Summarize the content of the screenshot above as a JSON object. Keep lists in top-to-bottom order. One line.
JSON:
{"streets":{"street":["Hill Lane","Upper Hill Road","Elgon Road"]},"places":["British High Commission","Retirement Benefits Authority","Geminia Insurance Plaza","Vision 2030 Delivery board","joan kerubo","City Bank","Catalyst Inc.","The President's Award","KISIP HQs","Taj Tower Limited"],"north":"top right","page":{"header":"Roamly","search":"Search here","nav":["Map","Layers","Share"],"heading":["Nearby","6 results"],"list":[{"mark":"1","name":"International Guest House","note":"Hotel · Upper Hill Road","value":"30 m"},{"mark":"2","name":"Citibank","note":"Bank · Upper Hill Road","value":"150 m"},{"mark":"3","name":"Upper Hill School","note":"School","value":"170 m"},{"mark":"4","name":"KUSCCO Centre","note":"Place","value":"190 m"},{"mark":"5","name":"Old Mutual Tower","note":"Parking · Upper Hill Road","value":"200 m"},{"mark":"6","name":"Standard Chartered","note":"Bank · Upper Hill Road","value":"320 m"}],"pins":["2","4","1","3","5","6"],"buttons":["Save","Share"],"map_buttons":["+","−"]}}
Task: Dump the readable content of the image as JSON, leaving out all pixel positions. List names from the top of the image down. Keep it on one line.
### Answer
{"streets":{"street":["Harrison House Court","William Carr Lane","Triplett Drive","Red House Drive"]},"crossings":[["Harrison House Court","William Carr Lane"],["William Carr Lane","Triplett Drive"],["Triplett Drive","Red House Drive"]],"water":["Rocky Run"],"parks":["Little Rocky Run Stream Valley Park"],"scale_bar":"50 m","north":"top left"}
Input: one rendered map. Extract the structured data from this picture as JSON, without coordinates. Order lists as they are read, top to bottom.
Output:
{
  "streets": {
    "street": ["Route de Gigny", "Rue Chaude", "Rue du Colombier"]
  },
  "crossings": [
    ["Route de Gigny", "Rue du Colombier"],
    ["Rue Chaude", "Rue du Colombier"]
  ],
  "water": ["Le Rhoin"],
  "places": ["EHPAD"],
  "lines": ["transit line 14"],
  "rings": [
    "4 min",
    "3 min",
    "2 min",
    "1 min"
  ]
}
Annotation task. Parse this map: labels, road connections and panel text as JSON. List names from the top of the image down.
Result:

Goal of the exercise
The full data, transcribed without change, is the expected answer.

Result of this exercise
Summarize the content of the screenshot above as a JSON object. Keep lists in top-to-bottom order. One line.
JSON:
{"streets":{"street":["Hill Lane","Upper Hill Road","Elgon Road"]},"places":["British High Commission","Retirement Benefits Authority","Geminia Insurance Plaza","Vision 2030 Delivery board","joan kerubo","City Bank","Catalyst Inc.","The President's Award","KISIP HQs","Taj Tower Limited"],"north":"top right","page":{"header":"Roamly","search":"Search here","nav":["Map","Layers","Share"],"heading":["Nearby","6 results"],"list":[{"mark":"1","name":"International Guest House","note":"Hotel · Upper Hill Road","value":"30 m"},{"mark":"2","name":"Citibank","note":"Bank · Upper Hill Road","value":"150 m"},{"mark":"3","name":"Upper Hill School","note":"School","value":"170 m"},{"mark":"4","name":"KUSCCO Centre","note":"Place","value":"190 m"},{"mark":"5","name":"Old Mutual Tower","note":"Parking · Upper Hill Road","value":"200 m"},{"mark":"6","name":"Standard Chartered","note":"Bank · Upper Hill Road","value":"320 m"}],"pins":["2","4","1","3","5","6"],"buttons":["Save","Share"],"map_buttons":["+","−"]}}
Task: Dump the readable content of the image as JSON, leaving out all pixel positions. List names from the top of the image down. Keep it on one line.
### Answer
{"streets":{"street":["Harrison House Court","William Carr Lane","Triplett Drive","Red House Drive"]},"crossings":[["Harrison House Court","William Carr Lane"],["William Carr Lane","Triplett Drive"],["Triplett Drive","Red House Drive"]],"water":["Rocky Run"],"parks":["Little Rocky Run Stream Valley Park"],"scale_bar":"50 m","north":"top left"}
Input: one rendered map. Extract the structured data from this picture as JSON, without coordinates. Order lists as they are read, top to bottom.
Output:
{
  "streets": {
    "street": ["Route de Gigny", "Rue Chaude", "Rue du Colombier"]
  },
  "crossings": [
    ["Route de Gigny", "Rue du Colombier"],
    ["Rue Chaude", "Rue du Colombier"]
  ],
  "water": ["Le Rhoin"],
  "places": ["EHPAD"],
  "lines": ["transit line 14"],
  "rings": [
    "4 min",
    "3 min",
    "2 min",
    "1 min"
  ]
}
Annotation task. Parse this map: labels, road connections and panel text as JSON. List names from the top of the image down.
Result:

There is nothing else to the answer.